## TASK OBJECTIVE
Exactly the lines from the start of the entries through the line with "position:absolute; left:700px; top:15px;" are required in the output, with no pictures among them.

## RECORD SET
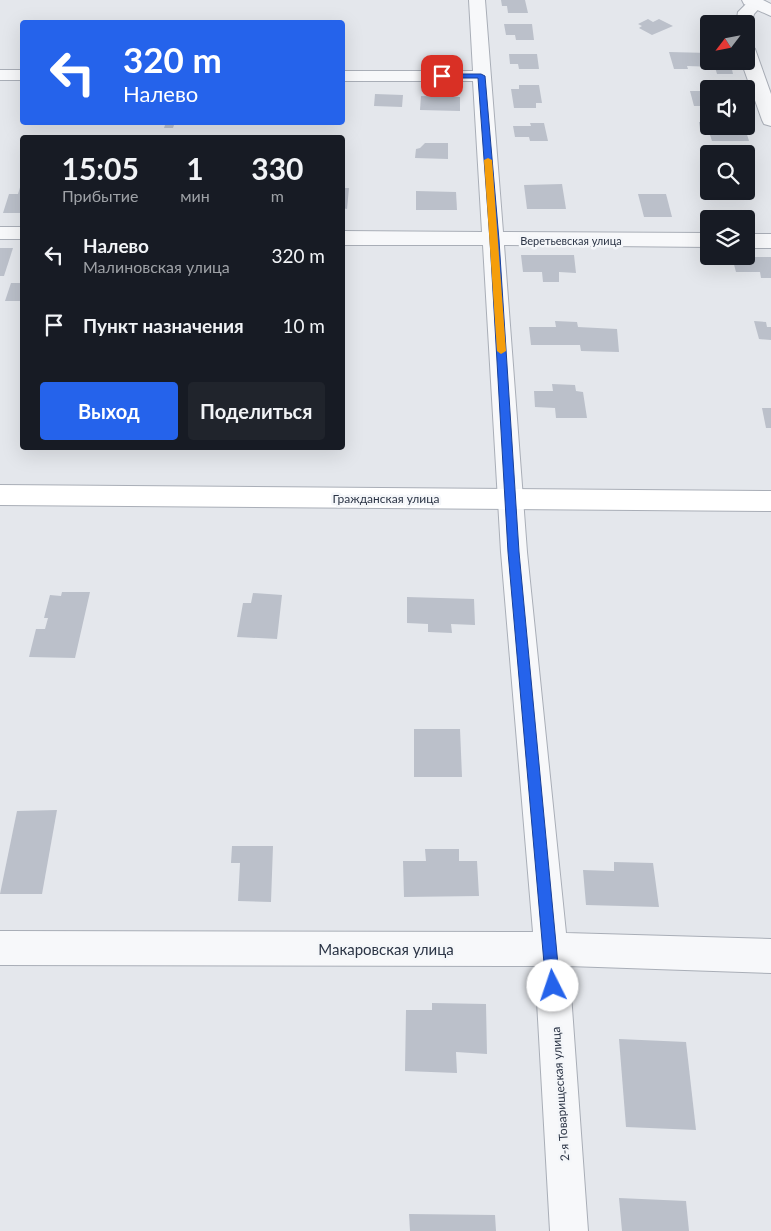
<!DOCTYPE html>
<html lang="ru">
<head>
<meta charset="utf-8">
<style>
	body { margin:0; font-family:Lato,sans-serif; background:#20242c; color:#f1f3f6; height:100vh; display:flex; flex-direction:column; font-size:19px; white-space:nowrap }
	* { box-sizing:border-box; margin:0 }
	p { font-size:16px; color:#9ea1a6 }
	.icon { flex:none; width:28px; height:28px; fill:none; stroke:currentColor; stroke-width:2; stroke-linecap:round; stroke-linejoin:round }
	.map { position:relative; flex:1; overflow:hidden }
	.sheet { position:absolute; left:20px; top:135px; width:325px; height:315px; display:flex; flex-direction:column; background:#171b24; border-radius:5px; box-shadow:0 5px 20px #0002 }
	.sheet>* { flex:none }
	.banner { position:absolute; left:20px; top:20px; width:325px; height:105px; border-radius:5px; box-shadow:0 5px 20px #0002; background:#2563eb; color:#fff; overflow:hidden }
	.needle { width:32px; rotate:238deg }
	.fabs { position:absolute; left:700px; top:15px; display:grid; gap:10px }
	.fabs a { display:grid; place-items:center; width:55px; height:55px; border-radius:5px; background:#171b24; box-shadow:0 5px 20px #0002; font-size:25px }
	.pin { position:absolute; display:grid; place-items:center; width:42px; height:42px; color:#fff; margin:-21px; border-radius:10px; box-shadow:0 2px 8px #0006 }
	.me { position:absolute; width:55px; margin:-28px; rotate:356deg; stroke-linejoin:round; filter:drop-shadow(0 0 4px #0008) }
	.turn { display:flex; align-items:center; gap:18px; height:105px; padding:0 20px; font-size:22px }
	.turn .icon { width:65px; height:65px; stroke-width:2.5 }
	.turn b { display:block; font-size:35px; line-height:42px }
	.eta { display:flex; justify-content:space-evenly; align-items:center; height:85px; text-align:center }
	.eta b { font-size:30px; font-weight:700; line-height:35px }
	.primary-button { display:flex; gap:10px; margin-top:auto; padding:10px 20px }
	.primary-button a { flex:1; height:58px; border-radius:5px; background:#2563eb; color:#fff; font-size:20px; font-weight:700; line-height:58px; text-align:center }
	.primary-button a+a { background:#20242c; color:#f1f3f6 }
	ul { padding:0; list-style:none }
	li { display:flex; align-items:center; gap:15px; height:70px; padding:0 20px }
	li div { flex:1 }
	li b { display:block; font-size:19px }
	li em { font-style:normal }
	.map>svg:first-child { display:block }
	.building { fill:#bbc0ca }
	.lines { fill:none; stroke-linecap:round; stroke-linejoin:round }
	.minor-casing { stroke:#a9aeb7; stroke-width:2 }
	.tertiary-casing { stroke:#a9aeb7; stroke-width:2 }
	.secondary-casing { stroke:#a9aeb7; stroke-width:2 }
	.minor { fill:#f7f8fa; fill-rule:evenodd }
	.tertiary { fill:#f7f8fa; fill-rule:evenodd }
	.secondary { fill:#fff; fill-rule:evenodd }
	.route { fill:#2563eb; stroke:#184099 }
	.slow { fill:#f59e0b }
	.labels { text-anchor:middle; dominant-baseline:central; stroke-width:5; stroke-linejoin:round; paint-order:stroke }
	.far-street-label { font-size:11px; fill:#2b3445; stroke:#f4f6f9 }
	.street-label { font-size:12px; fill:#2b3445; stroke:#f4f6f9 }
	.near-street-label { font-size:15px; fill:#2b3445; stroke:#f4f6f9 }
</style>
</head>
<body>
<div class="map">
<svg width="771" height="1231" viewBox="0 0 771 1231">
	<rect width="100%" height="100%" fill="#e4e7ec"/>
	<g class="building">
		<polygon points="501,0 525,0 528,13 508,13 507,6 502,6"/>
		<polygon points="648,19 653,22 659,19 673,26 652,35 639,28 642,26 638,24"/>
		<polygon points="504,24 532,24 534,40 516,40 515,35 506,35"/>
		<polygon points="669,52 709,53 709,61 730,61 733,74 717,74 715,67 687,66 688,69 674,69"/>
		<polygon points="509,54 537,54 539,69 519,69 518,64 510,64"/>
		<polygon points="519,85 539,85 542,103 536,103 536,108 514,108 511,89 519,89"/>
		<polygon points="690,91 709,91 709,106 694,106"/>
		<polygon points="375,94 403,95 402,107 374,106"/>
		<polygon points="421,96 460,97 460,111 420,110"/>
		<polygon points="166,122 186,122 186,125 174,125 173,128 164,128"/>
		<polygon points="699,122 709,122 709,126 745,128 749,141 712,141 708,129 700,129"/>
		<polygon points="530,123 544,123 548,141 530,141 529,137 515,137 513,126 531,126"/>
		<polygon points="425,143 448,143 448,159 415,158 416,149 420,148"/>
		<polygon points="21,184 22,184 22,213 3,213 9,194 18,194"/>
		<polygon points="562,184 566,209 527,209 524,185"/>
		<polygon points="342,188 349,188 347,209 342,208"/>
		<polygon points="416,191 456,192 457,210 416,210"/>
		<polygon points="638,194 666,194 672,217 644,217"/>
		<polygon points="0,248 13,248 4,276 0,276"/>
		<polygon points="521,255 574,255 576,273 559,272 559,282 543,282 542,272 523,272"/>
		<polygon points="732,257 771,257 771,278 761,278 760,272 736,272"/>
		<polygon points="11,283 22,283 22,301 5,301"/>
		<polygon points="555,321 577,322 578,327 617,329 619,352 581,351 580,345 531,345 529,327 556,327"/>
		<polygon points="754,321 766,322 767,327 771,327 771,340 759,339"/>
		<polygon points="552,384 575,385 576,391 583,392 587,418 556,418 555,408 535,407 534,391 553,391"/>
		<polygon points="762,408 771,408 771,428 766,428"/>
		<polygon points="62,592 90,592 75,658 29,657 36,629 45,629 48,618 44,618 50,595 61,596"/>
		<polygon points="253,593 282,595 277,639 237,637 243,603 251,603"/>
		<polygon points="407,597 474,599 475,625 451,624 452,633 428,632 428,624 407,623"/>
		<polygon points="414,729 460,729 462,777 414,777"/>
		<polygon points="57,810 42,894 0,894 17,811"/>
		<polygon points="232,846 273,846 271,902 238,901 240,863 231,863"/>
		<polygon points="425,849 459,849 459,861 477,861 479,896 404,897 403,861 426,861"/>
		<polygon points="614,862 653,863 659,907 586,905 583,870 614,871"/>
		<polygon points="432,1003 486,1004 487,1054 456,1052 457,1073 405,1071 406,1010 432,1010"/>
		<polygon points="619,1039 686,1042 696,1130 626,1127"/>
		<polygon points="619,1198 686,1201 689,1231 622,1231"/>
		<polygon points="409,1214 495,1215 496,1231 410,1231"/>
	</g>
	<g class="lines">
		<defs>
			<g id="minor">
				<polygon points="469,0 485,0 503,232 709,233 709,247 504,245 527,552 566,933 771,939 771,973 569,966 588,1231 550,1231 535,966 0,965 0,931 533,932 501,552 483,245 342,245 342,231 482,232 473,81 342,81 342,71 473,71"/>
				<polygon points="750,0 762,0 764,3 754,14 750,28 746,29 746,24 736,24 738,12"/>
				<polygon points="746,44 752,45 755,49 771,94 771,126 764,124 762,120 741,61 746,61"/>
				<rect x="0" y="70" width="22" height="10"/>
				<rect x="0" y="227" width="22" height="12"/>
				<rect x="746" y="234" width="25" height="14"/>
			</g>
			<polygon id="tertiary" points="742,0 763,0 771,4 771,16 744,4"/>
			<polygon id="secondary" points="0,485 771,491 771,511 0,505"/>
		</defs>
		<use href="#minor" class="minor-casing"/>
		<use href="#tertiary" class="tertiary-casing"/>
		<use href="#secondary" class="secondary-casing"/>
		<use href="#minor" class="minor"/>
		<use href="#tertiary" class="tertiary"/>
		<use href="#secondary" class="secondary"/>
	</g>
	<polygon class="route" points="439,74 481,74 485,76 499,240 519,552 560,986 558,991 553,993 548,991 546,986 508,552 490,240 478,78 442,78 439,77"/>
	<polygon class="slow" points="488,158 492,160 506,351 501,354 497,351 484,160"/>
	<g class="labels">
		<g class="far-street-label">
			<text x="571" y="240">Веретьевская улица</text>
		</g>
		<g class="street-label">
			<text x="386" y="498">Гражданская улица</text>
			<text transform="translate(560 1094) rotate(-94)">2-я Товарищеская улица</text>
		</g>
		<g class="near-street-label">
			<text x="386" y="949">Макаровская улица</text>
		</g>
	</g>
</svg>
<div class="fabs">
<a><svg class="needle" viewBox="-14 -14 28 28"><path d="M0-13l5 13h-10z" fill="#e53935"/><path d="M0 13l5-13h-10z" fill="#9ea1a6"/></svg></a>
<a><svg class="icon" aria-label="sound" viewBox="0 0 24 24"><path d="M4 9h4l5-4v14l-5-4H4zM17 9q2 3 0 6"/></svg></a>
<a><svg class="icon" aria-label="search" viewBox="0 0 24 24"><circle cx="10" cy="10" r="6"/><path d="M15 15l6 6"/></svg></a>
<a><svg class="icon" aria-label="layers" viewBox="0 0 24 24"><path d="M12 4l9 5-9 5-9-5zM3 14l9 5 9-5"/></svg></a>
</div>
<div class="pin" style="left:442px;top:76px;background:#d93025"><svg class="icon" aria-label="arrive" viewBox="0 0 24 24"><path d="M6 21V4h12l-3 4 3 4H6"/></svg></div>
<svg class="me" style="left:553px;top:986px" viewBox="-20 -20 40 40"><circle r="19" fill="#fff"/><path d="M0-13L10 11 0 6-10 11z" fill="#2563eb"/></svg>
<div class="banner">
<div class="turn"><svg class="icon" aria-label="left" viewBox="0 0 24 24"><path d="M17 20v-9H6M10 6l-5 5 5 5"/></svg><div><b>320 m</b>Налево</div></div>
</div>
<section class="sheet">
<div class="eta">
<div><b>15:05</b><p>Прибытие</p></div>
<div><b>1</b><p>мин</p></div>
<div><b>330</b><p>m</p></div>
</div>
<ul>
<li><svg class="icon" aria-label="left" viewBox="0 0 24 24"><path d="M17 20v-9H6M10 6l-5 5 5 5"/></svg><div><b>Налево</b><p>Малиновская улица</p></div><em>320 m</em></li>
<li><svg class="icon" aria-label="arrive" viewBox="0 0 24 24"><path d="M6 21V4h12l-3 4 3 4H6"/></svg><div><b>Пункт назначения</b></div><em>10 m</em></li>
</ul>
<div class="primary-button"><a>Выход</a><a>Поделиться</a></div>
</section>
</div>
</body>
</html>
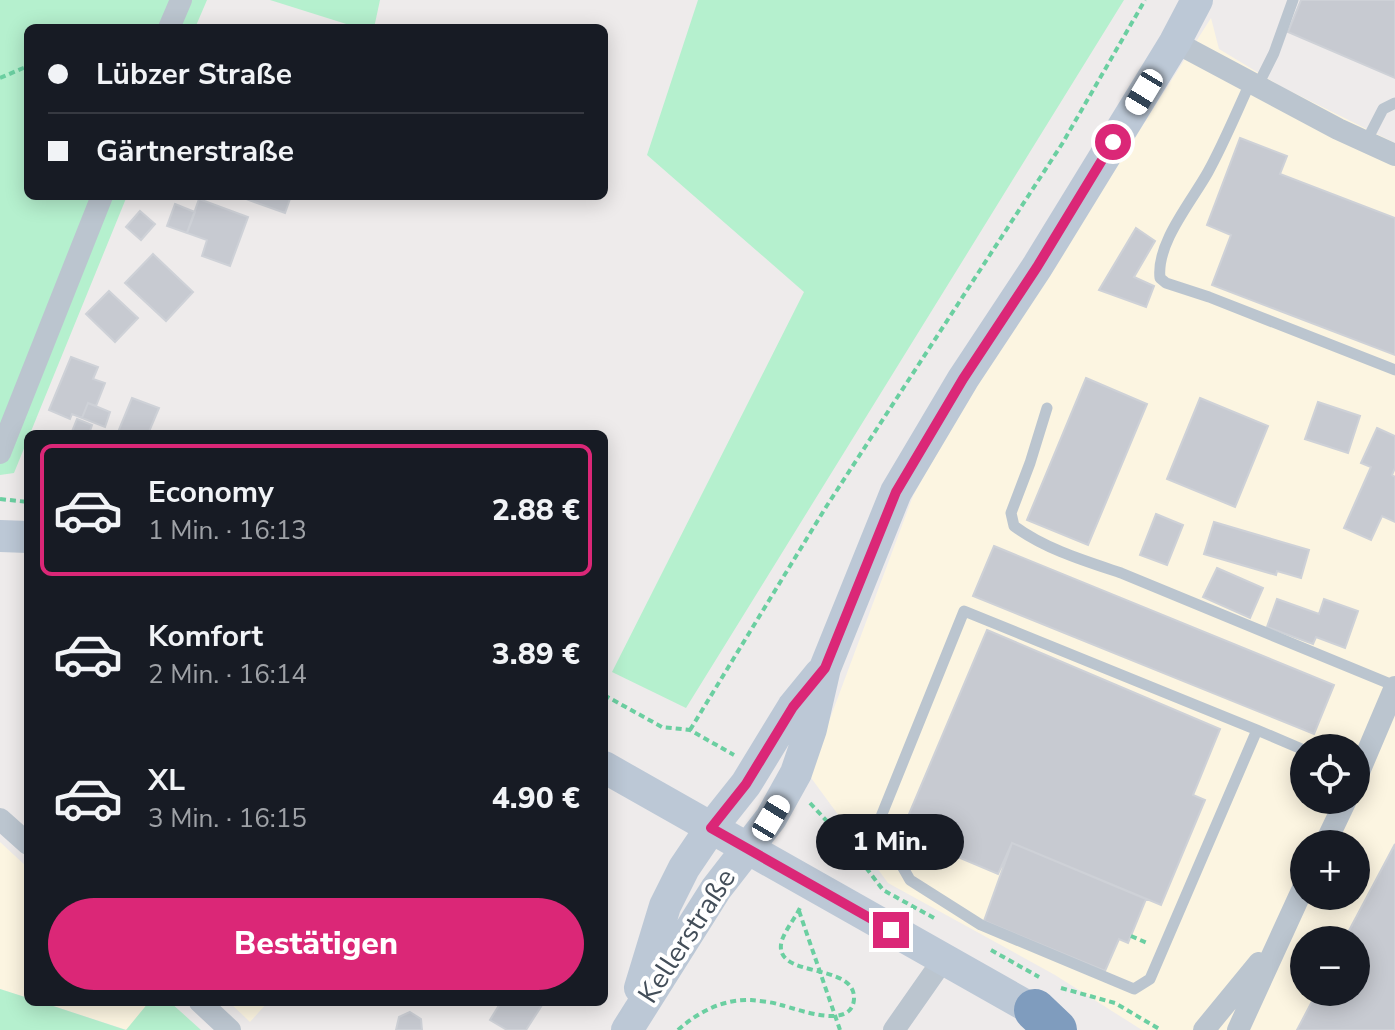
<!DOCTYPE html>
<html lang="de">
<meta charset="utf-8">
<style>
:root{--surface:#171b24;--page:#20242c;--text:#f1f3f6;--muted:#9ea1a6;--line:#363941;--accent:#db2777}
body{margin:0;font-family:"Nunito Sans",sans-serif;background:var(--page);color:var(--text);height:100vh;display:flex;flex-direction:column;font-size:30px;white-space:nowrap}
*{box-sizing:border-box;margin:0}
p{font-size:26px;color:var(--muted)}
.icon{flex:none;width:44px;height:44px;fill:none;stroke:currentColor;stroke-width:2;stroke-linecap:round;stroke-linejoin:round}
.map{position:relative;flex:1;overflow:hidden}
.sheet{position:absolute;left:24px;top:430px;width:584px;height:576px;display:flex;flex-direction:column;background:var(--surface);border-radius:12px;box-shadow:0 4px 20px #0003}
.sheet>*{flex:none}
.banner{position:absolute;left:24px;top:24px;width:584px;height:176px;border-radius:12px;box-shadow:0 4px 20px #0003;display:grid;align-content:center;height:176px;padding:0 24px;background:var(--surface)}
.controls{position:absolute;left:1290px;top:734px;display:grid;gap:16px}
.controls a{display:grid;place-items:center;width:80px;height:80px;border-radius:50%;background:var(--surface);box-shadow:0 4px 20px #0003;font-size:40px}
.end{position:absolute;width:36px;height:36px;margin:-18px;border:10px solid #db2777;background:#fff;box-shadow:0 0 0 4px #fff}
.from{border-radius:50%}
.bubble{position:absolute;height:56px;border-radius:28px;background:var(--surface);box-shadow:0 4px 20px #0003;font-size:26px;font-weight:800;line-height:56px;text-align:center}
.car{position:absolute;width:24px;height:48px;margin:-24px -12px;border-radius:10px;box-shadow:0 0 6px 2px #0007;background:linear-gradient(#fff 24%,#345 0 40%,#fff 0 76%,#345 0 86%,#fff 0)}
.banner b{display:flex;align-items:center;gap:28px;height:76px;font-size:30px}
.banner b+b{border-top:2px solid var(--line)}
.banner i{width:20px;height:20px;background:var(--text)}
ul{padding:14px 0 0;list-style:none}
li{display:flex;align-items:center;gap:24px;height:132px;margin:0 16px 12px;padding:0 8px;border:4px solid transparent;border-radius:12px}
li div{flex:1}
li b{display:block;font-size:30px}
li em{font-style:normal;font-weight:800}
li.current{border-color:var(--accent)}
li>.icon{width:72px;height:72px;stroke-width:1.5}
.action{display:flex;gap:16px;margin-top:auto;padding:16px 24px}
.action a{flex:1;height:92px;border-radius:48px;background:var(--accent);color:#fff;font-size:32px;font-weight:800;line-height:92px;text-align:center}
.map>svg:first-child{display:block}
</style>
<div class="map">
<svg width="1395" height="1030" viewBox="0 0 1395 1030">
<rect width="100%" height="100%" fill="#eeebeb"/>
<!-- commercial -->
<path fill="#fcf5e1" fill-rule="evenodd" d="M1211 18 1219 49 1282 87 1395 143V1030H1142L1055 975 888 883 809 775 913 496 951 427ZM1304 748H1356V800H1304ZM1304 844H1356V896H1304ZM1304 940H1356V992H1304Z
M0 842 28 868V998L0 989Z
M41 1002H149L127 1030Z
M229 1002H268L250 1022Z"/>
<!-- green -->
<path fill="#b5f0ce" d="M0 0H207L195 28H28V196H127L14 473 0 475Z
M270 0H380L374 28H359Z
M698 0H1124L686 708 612 672 804 292 647 155Z
M0 989 28 998V1002H41L126 1030 149 1002H170L201 1030H0Z"/>
<!-- building -->
<path fill="#c7cad1" stroke="#ced1d7" stroke-width="2" d="M1301 0H1395V78L1288 32Z
M1240 138 1287 156 1280 174 1395 218V355L1212 285 1231 235 1207 225Z
M247 196H291L285 213 246 199Z
M199 199 248 217 230 266 202 256 207 240 187 233Z
M175 204 195 212 187 233 167 226Z
M140 211 155 224 141 240 126 227Z
M1136 228 1155 241 1134 277 1154 286 1146 307 1099 290Z
M153 254 193 292 166 321 125 283Z
M109 291 138 318 115 342 86 314Z
M71 357 98 367 93 379 105 383 96 406 88 403 82 418 72 414 70 419 49 410Z
M1086 378 1147 404 1088 545 1027 520Z
M132 398 159 408 148 434 118 432Z
M1200 398 1268 426 1235 507 1167 479Z
M1318 402 1360 416 1348 453 1305 439Z
M88 403 110 412 105 427 82 418Z
M77 419 92 425 89 434H71Z
M1377 428 1395 436V468L1392 475 1395 477V522L1382 516 1371 540 1344 528 1371 467 1361 463Z
M1156 514 1183 525 1167 565 1140 555Z
M1214 522 1309 550 1301 578 1277 571 1276 575 1204 554Z
M994 546 1334 685 1314 734 973 596Z
M1217 568 1263 588 1250 618 1203 597Z
M1277 599 1319 614 1324 599 1358 611 1345 648 1316 637 1313 644 1267 627Z
M987 630 1220 729 1193 795 1205 800 1161 905 1012 843 998 874 901 833Z
M1012 843 1146 899 1128 943 1119 939 1105 971 984 921Z
M1395 844V1030H1297L1317 992H1356V940H1344Z
M501 1002H544L526 1030H507L490 1020Z
M410 1012 421 1019 422 1030H396L399 1017Z"/>
<g fill="none" stroke-linecap="round" stroke-linejoin="round">
<!-- path -->
<path stroke="#6bcfa1" stroke-width="4" stroke-dasharray="6 4" stroke-linecap="butt" d="M0 78 28 66
M0 499 28 502
M604 695 662 727 690 730 734 755
M690 730 826 507 1062 144 1145 0
M810 803 848 844 828 863
M848 844 883 890 934 918
M799 911 840 1030
M1131 936 1147 943
M991 950 1039 977
M1061 988 1115 1003 1161 1030
M678 1030C698 1012 723 999 751 1000 760 1001 772 1002 781 1005 800 1010 852 1030 854 999 856 961 770 980 782 940 786 929 795 918 800 908"/>
<!-- lane -->
<path stroke="#bbc5cf" stroke-width="11" d="M1251 81C1237 111 1224 143 1208 172 1192 201 1156 243 1160 278L1166 283 1209 297 1395 370
M1258 85 1274 53 1293 0
M1366 142 1383 109 1395 103
M1047 408 1030 463 1011 513 1014 526C1045 549 1085 561 1121 573L1395 686
M1257 730 1150 979 1134 989 981 925 910 880 878 824 964 611 1257 730 1304 750"/>
<!-- street -->
<path stroke="#bbc5cf" stroke-width="22" d="M169 28 181 0
M1175 42 1338 129 1395 155
M0 453 102 196
M1356 779 1395 687
M0 819 28 844
M1325 844 1346 800
M200 1002 230 1030
M894 1030 943 960
M1204 1030 1259 963
M1238 1030 1304 886"/>
<!-- secondary -->
<path stroke="#bcc8d6" stroke-width="32" d="M0 536 28 537
M604 767 1053 1021
M640 988 665 906 684 868 711 828 746 784 793 707 820 674
M627 1030 716 889 771 818 796 773 811 729 825 668 896 492 963 379 1037 267 1175 42 1197 0"/>
<!-- highway -->
<path stroke="#7f9cbe" stroke-width="42" d="M1035 1010 1056 1030"/>
</g>
<g fill="none" stroke-linecap="round" stroke-linejoin="round">
<!-- route -->
<path stroke="#db2777" stroke-width="10" d="M891 930 711 828 746 784 793 707 825 668 896 492 963 379 1037 267 1113 142"/>
</g>
<g text-anchor="middle" dominant-baseline="central" stroke-width="8" stroke-linejoin="round" paint-order="stroke">
<!-- street labels -->
<g font-size="28" fill="#434e59" stroke="#fff">
<text transform="translate(687 936) rotate(-57)">Kellerstraße</text>
</g>
</g>
</svg>
<div class="controls">
<a><svg class="icon" aria-label="locate" viewBox="0 0 24 24"><circle cx="12" cy="12" r="6"/><path d="M12 2v4M12 18v4M2 12h4M18 12h4"/></svg></a>
<a>+</a>
<a>−</a>
</div>
<i class="end from" style="left:1113px;top:142px"></i>
<i class="end" style="left:891px;top:930px"></i>
<div class="bubble" style="left:816px;top:814px;width:148px">1 Min.</div>
<i class="car" style="left:1144px;top:92px;rotate:211deg"></i>
<i class="car" style="left:771px;top:818px;rotate:31deg"></i>
<div class="banner">
<b><i class="from"></i>Lübzer Straße</b>
<b><i></i>Gärtnerstraße</b>
</div>
<section class="sheet">
<ul>
<li class="current"><svg class="icon" aria-label="car" viewBox="0 0 24 24"><path d="M5 17H2v-5l4-1 3-4h7l3 4 3 1v5h-3M9 17h6M6 11h13"/><circle cx="7" cy="17" r="2"/><circle cx="17" cy="17" r="2"/></svg><div><b>Economy</b><p>1 Min. · 16:13</p></div><em>2.88 €</em></li>
<li><svg class="icon" aria-label="car" viewBox="0 0 24 24"><path d="M5 17H2v-5l4-1 3-4h7l3 4 3 1v5h-3M9 17h6M6 11h13"/><circle cx="7" cy="17" r="2"/><circle cx="17" cy="17" r="2"/></svg><div><b>Komfort</b><p>2 Min. · 16:14</p></div><em>3.89 €</em></li>
<li><svg class="icon" aria-label="car" viewBox="0 0 24 24"><path d="M5 17H2v-5l4-1 3-4h7l3 4 3 1v5h-3M9 17h6M6 11h13"/><circle cx="7" cy="17" r="2"/><circle cx="17" cy="17" r="2"/></svg><div><b>XL</b><p>3 Min. · 16:15</p></div><em>4.90 €</em></li>
</ul>
<div class="action"><a>Bestätigen</a></div>
</section>
</div>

## EXERCISE RESULT
<!DOCTYPE html>
<html lang="ru">
<head>
<meta charset="utf-8">
<style>
	body { margin:0; font-family:Lato,sans-serif; background:#20242c; color:#f1f3f6; height:100vh; display:flex; flex-direction:column; font-size:19px; white-space:nowrap }
	* { box-sizing:border-box; margin:0 }
	p { font-size:16px; color:#9ea1a6 }
	.icon { flex:none; width:28px; height:28px; fill:none; stroke:currentColor; stroke-width:2; stroke-linecap:round; stroke-linejoin:round }
	.map { position:relative; flex:1; overflow:hidden }
	.sheet { position:absolute; left:20px; top:135px; width:325px; height:315px; display:flex; flex-direction:column; background:#171b24; border-radius:5px; box-shadow:0 5px 20px #0002 }
	.sheet>* { flex:none }
	.banner { position:absolute; left:20px; top:20px; width:325px; height:105px; border-radius:5px; box-shadow:0 5px 20px #0002; background:#2563eb; color:#fff; overflow:hidden }
	.needle { width:32px; rotate:238deg }
	.fabs { position:absolute; left:700px; top:15px; display:grid; gap:10px }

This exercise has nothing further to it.